• [INPUT FOR THIS TASK]:
%%
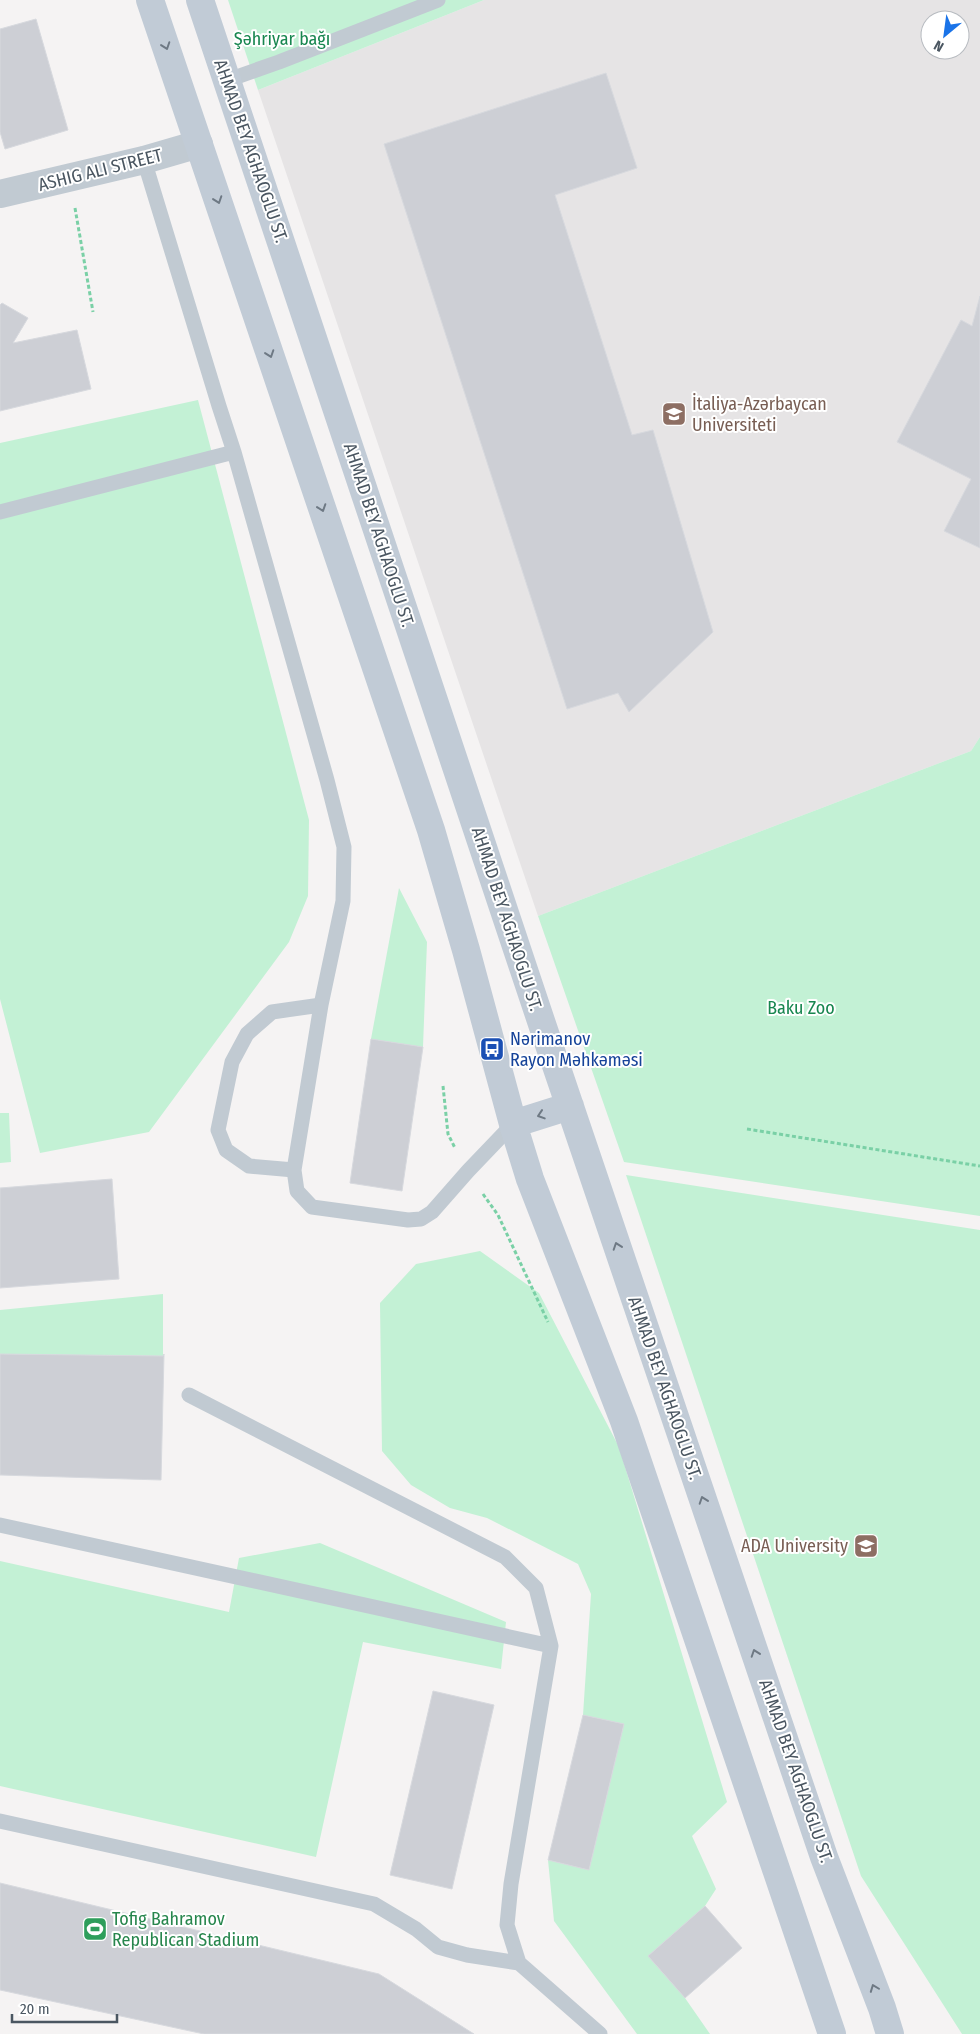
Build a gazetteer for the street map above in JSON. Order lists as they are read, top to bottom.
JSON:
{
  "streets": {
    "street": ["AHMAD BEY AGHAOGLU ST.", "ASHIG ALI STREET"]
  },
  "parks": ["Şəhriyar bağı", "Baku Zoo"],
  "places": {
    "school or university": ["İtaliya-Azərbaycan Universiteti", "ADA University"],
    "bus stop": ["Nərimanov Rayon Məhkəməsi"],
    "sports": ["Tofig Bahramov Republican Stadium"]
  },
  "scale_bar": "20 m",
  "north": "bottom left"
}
%%
%%
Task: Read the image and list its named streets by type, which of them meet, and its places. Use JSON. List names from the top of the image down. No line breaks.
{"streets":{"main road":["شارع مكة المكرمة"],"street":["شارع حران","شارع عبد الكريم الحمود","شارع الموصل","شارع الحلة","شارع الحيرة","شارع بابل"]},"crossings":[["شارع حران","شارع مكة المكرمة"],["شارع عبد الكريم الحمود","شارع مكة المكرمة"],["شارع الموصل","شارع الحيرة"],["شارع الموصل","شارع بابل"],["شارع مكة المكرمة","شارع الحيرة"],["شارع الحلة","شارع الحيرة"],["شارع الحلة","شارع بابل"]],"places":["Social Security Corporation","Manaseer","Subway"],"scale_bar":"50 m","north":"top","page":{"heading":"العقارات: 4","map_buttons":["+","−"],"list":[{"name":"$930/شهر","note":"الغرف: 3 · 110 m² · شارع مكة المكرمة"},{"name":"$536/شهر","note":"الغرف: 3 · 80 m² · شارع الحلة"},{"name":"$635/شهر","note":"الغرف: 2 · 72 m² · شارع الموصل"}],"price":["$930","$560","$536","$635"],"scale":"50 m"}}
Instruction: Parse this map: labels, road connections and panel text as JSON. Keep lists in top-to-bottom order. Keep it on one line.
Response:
%%
Find the word "lists" in the entries above. Copy every line that has it.

• [OUTPUT]:
Build a gazetteer for the street map above in JSON. Order lists as they are read, top to bottom.
Instruction: Parse this map: labels, road connections and panel text as JSON. Keep lists in top-to-bottom order. Keep it on one line.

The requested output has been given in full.